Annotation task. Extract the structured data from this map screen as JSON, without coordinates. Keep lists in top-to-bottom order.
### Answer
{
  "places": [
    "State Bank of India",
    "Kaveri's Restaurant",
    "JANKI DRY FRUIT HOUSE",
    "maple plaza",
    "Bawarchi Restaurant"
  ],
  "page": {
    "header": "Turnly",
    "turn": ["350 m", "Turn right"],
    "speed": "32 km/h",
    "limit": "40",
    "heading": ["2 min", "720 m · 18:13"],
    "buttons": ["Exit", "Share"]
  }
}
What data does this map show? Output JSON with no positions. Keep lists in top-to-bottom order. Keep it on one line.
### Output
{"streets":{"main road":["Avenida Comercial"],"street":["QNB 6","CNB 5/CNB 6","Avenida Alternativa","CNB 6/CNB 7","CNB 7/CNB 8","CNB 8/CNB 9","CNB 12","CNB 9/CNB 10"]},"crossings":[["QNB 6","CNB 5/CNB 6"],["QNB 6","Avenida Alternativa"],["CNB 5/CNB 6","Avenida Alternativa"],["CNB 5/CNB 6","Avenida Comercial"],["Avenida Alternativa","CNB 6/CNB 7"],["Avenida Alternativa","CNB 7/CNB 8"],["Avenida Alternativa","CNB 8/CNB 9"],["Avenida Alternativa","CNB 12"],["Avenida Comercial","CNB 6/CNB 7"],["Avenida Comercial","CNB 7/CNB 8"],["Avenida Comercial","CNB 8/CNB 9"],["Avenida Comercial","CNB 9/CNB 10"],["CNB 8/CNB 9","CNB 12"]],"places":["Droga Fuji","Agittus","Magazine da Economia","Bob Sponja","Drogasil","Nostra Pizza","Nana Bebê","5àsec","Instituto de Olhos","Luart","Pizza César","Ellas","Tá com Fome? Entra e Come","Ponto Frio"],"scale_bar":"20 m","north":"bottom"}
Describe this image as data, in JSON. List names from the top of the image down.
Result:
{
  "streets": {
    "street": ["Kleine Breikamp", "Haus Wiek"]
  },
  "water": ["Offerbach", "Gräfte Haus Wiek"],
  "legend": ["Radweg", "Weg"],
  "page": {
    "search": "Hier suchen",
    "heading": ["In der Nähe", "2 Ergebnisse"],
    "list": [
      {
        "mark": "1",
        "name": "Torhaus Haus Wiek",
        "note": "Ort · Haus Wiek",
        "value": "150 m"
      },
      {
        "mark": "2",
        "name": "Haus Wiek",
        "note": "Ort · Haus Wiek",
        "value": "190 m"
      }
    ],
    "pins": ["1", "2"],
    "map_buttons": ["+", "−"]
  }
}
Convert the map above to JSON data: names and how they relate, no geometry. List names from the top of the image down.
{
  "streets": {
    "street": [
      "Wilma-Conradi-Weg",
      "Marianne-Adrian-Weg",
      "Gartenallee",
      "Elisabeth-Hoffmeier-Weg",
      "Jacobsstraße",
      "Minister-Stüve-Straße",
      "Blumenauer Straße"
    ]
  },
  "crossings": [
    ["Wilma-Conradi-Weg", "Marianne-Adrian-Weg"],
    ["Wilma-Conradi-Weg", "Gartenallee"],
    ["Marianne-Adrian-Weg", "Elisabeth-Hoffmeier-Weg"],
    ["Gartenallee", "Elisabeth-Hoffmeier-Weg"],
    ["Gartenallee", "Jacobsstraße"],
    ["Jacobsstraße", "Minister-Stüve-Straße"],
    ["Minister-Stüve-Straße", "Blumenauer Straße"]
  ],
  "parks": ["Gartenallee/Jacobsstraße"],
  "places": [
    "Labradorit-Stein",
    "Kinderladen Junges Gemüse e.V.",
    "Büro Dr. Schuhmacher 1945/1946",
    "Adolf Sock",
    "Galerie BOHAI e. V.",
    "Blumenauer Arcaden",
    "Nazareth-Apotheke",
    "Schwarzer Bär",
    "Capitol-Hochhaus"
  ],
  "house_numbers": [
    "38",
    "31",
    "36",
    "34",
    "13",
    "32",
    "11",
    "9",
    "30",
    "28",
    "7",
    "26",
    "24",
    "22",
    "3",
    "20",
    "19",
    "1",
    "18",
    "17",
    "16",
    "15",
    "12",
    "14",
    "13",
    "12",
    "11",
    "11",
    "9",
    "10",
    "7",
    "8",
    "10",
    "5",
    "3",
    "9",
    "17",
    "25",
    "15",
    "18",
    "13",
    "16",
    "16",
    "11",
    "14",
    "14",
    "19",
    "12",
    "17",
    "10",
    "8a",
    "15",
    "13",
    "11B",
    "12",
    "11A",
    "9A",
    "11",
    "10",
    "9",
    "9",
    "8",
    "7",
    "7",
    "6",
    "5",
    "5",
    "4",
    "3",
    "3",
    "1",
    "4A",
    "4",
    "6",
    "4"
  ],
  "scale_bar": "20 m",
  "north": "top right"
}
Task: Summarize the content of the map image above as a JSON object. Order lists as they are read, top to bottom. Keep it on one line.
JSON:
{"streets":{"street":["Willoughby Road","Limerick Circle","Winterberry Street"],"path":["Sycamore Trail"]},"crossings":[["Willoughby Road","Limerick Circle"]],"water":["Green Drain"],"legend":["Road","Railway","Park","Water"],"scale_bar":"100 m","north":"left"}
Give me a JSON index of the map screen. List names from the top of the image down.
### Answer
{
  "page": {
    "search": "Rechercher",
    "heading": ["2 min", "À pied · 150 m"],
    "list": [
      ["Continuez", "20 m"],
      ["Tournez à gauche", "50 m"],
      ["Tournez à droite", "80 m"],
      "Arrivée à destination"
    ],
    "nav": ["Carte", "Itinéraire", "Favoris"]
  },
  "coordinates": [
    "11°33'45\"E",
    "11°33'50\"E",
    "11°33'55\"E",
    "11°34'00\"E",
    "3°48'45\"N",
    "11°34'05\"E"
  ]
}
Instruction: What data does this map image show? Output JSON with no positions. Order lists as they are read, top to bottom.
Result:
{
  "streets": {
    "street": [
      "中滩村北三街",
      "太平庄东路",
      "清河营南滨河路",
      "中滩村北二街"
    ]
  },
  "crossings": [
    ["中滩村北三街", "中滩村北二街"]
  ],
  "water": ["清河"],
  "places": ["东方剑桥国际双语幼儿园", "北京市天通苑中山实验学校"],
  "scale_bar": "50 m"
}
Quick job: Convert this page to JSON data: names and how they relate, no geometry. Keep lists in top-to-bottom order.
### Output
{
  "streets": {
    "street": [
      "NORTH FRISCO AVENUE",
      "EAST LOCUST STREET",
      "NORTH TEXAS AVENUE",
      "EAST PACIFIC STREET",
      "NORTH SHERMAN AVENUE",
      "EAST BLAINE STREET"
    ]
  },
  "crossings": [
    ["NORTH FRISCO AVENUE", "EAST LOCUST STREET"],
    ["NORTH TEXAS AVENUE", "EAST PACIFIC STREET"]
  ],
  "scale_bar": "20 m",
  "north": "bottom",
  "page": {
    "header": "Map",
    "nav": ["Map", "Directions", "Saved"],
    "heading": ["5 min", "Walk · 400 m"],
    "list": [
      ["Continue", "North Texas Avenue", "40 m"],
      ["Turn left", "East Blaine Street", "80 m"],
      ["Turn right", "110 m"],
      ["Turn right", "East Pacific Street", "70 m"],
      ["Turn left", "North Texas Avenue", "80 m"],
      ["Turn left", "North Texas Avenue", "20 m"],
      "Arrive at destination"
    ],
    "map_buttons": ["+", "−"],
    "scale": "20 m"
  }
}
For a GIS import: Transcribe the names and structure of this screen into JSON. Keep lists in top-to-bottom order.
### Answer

• [What this task involves]: Pick every line from the listing holding the string "does", and copy it.

• [Expected output]:
What data does this map show? Output JSON with no positions. Keep lists in top-to-bottom order. Keep it on one line.
Instruction: What data does this map image show? Output JSON with no positions. Order lists as they are read, top to bottom.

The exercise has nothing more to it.